I would like to hear some opinions on hand coding your GUIs as one typically do when using Java or Qt with C++, vs using a gui-designer tool? Examples of GUI designer tools would be MFC GUI-designer, Qt designer, Interface Builder (Apple).
I used to be a fan of hand coding but from recent experience I have switched. The problem I have seen with hand coding is that it is fairly quick and flexible to write the GUIs but once you need to make a change to a GUI written a long time ago it can be very difficult. Finding the right element in big panel can be difficult.
The second problem is that it makes it far too easy to add a lot of logic in the GUI creation and layout code. I have often had to take over maintenance of GUI code which is really hard to reuse because its behavior is mixed with its appearance and mixing layout and behavior often makes the class very large and difficult to understand.
Using a GUI designer tool force a much clearer separation between appearance and logic in my view.
I feel strongly that you should use an interface builder instead of hand-coding a GUI. As in the question mentioned it's a much cleaner separation and once something has to be edited it's much easier.
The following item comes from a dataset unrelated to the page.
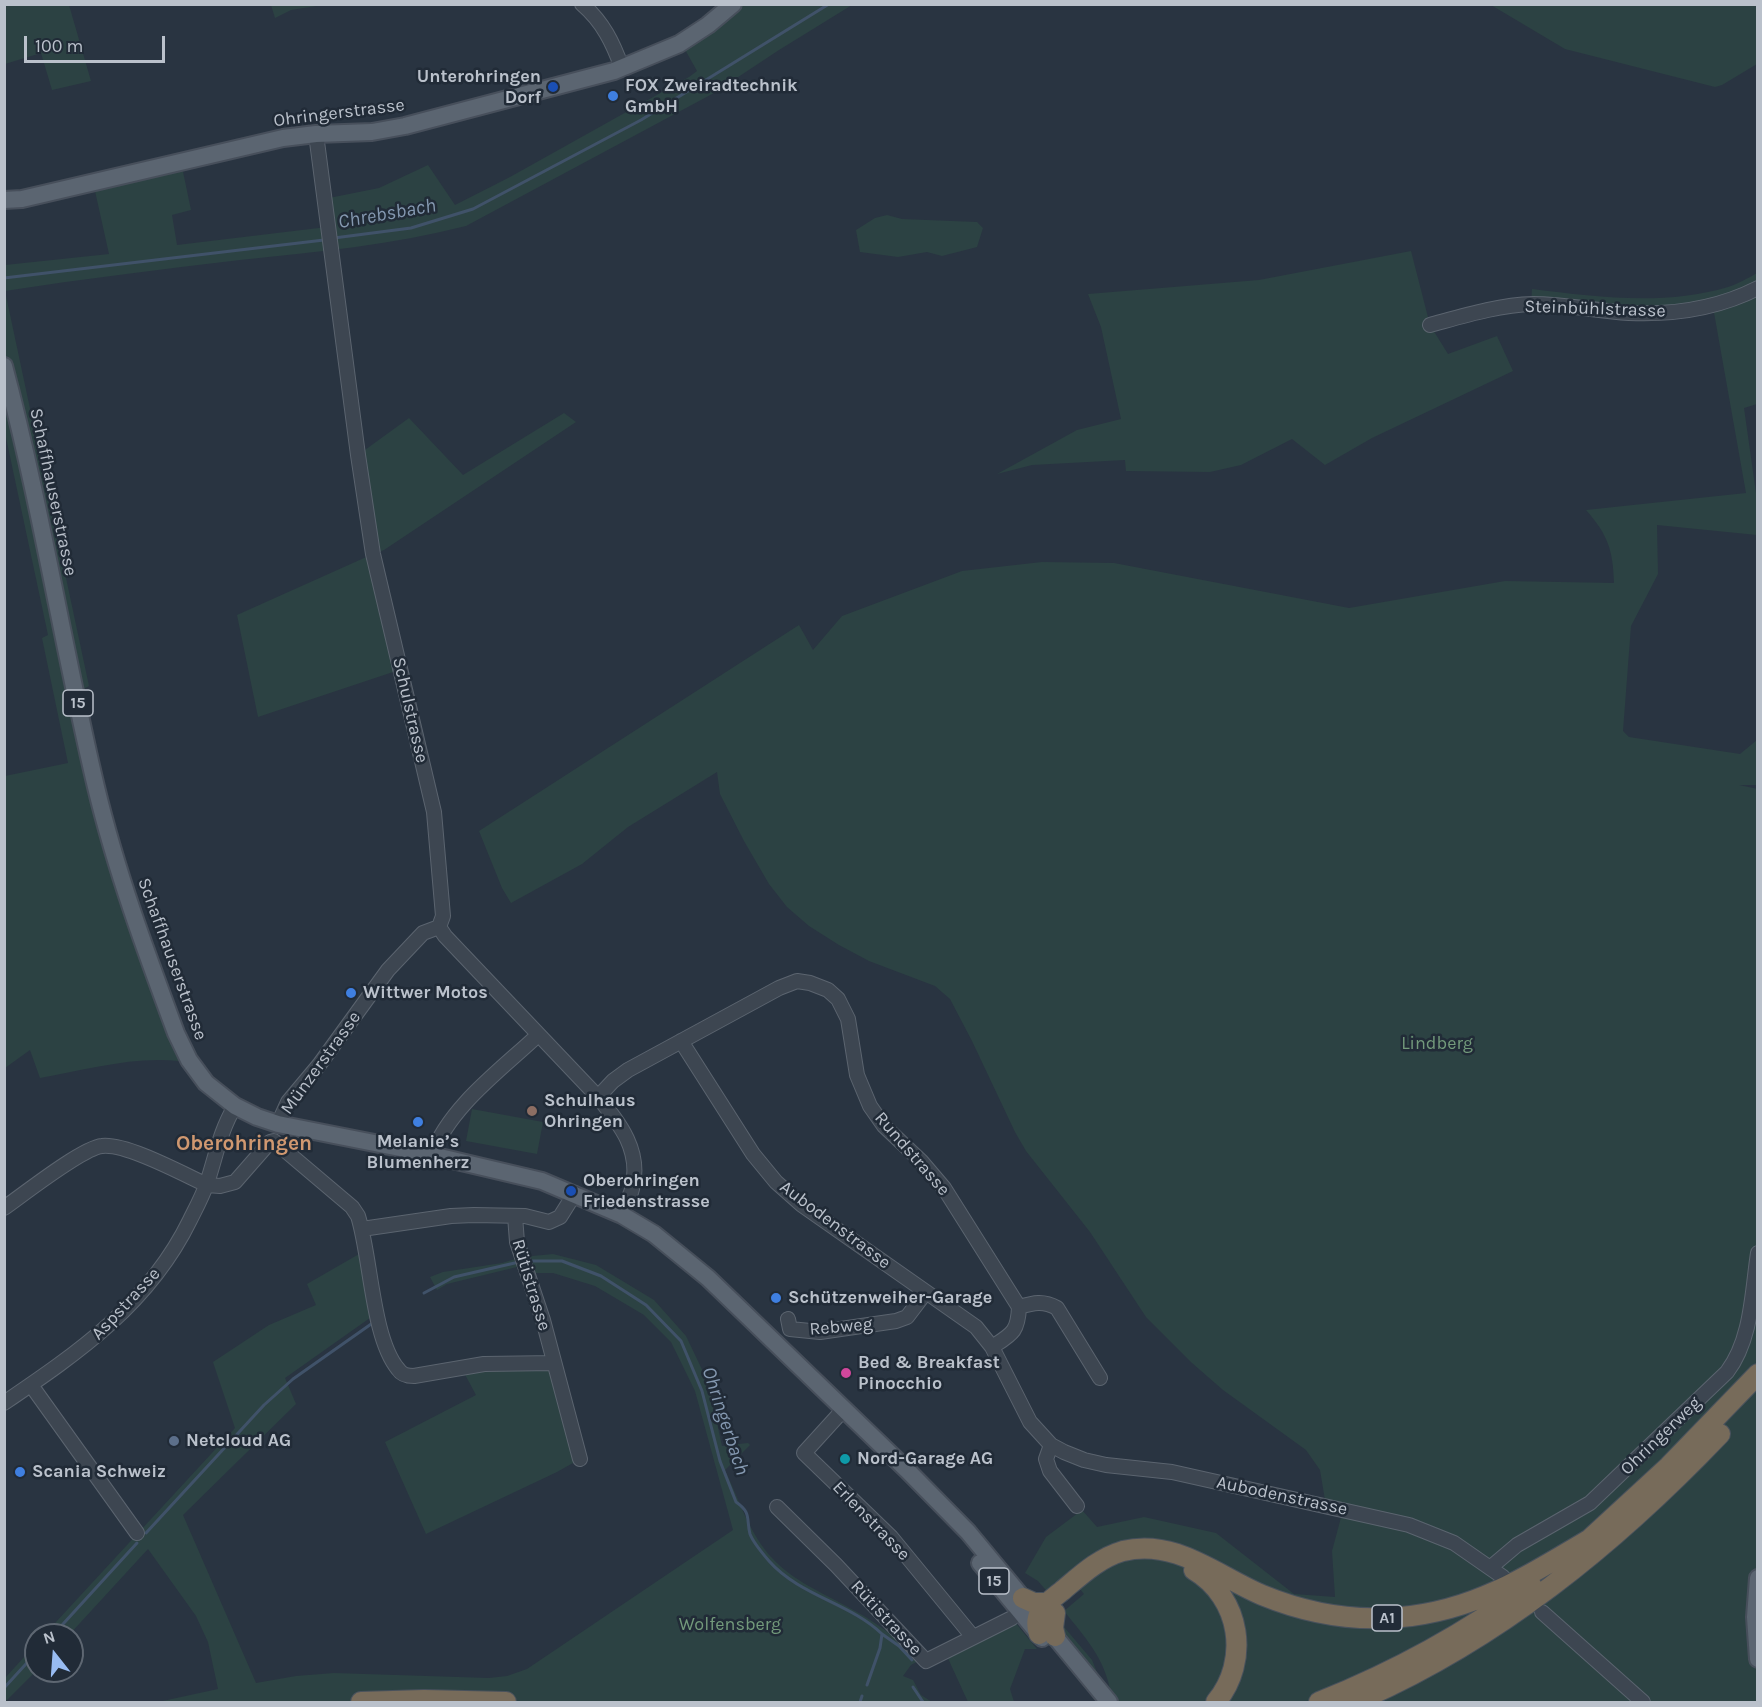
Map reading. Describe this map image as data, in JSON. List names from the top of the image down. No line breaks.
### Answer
{"streets":{"highway":["A1"],"main road":["Ohringerstrasse","Schaffhauserstrasse","15"],"street":["Steinbühlstrasse","Schulstrasse","Münzerstrasse","Rundstrasse","Aubodenstrasse","Rütistrasse","Aspstrasse","Rebweg","Ohringerweg","Erlenstrasse"]},"crossings":[["Ohringerstrasse","Schulstrasse"],["Schaffhauserstrasse","Münzerstrasse"],["Schaffhauserstrasse","Rütistrasse"],["Schaffhauserstrasse","Aspstrasse"],["Schaffhauserstrasse","Erlenstrasse"],["Schaffhauserstrasse","A1"],["Schulstrasse","Münzerstrasse"],["Rundstrasse","Aubodenstrasse"],["Aubodenstrasse","Rebweg"],["Aubodenstrasse","Ohringerweg"],["Rütistrasse","Erlenstrasse"],["Rütistrasse","A1"]],"districts":["Oberohringen"],"water":["Chrebsbach","Ohringerbach"],"parks":["Lindberg","Wolfensberg"],"places":["Unterohringen Dorf","FOX Zweiradtechnik GmbH","Wittwer Motos","Schulhaus Ohringen","Melanie’s Blumenherz","Oberohringen Friedenstrasse","Schützenweiher-Garage","Bed & Breakfast Pinocchio","Netcloud AG","Nord-Garage AG","Scania Schweiz"],"scale_bar":"100 m","north":"top"}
The Qt Designer got this feature to create a class out of a .ui
file1), but I think that not using this feature is the best way, as this creates just more coded that shouldn't exist at all. The speed issue of creating the window from a .ui
-file is negligible because the window has to be loaded only once.
This is PyQt, but something similar is possible in C++:
class SelectDateDialog(QDialog):
def __init__(self):
QDialog.__init__(self)
uic.loadUi("resources/SelectDate.ui", self)
Essentially this has the same effect as including all your UI-code into the __init__()
method, but the UI is almost completely separated from the code.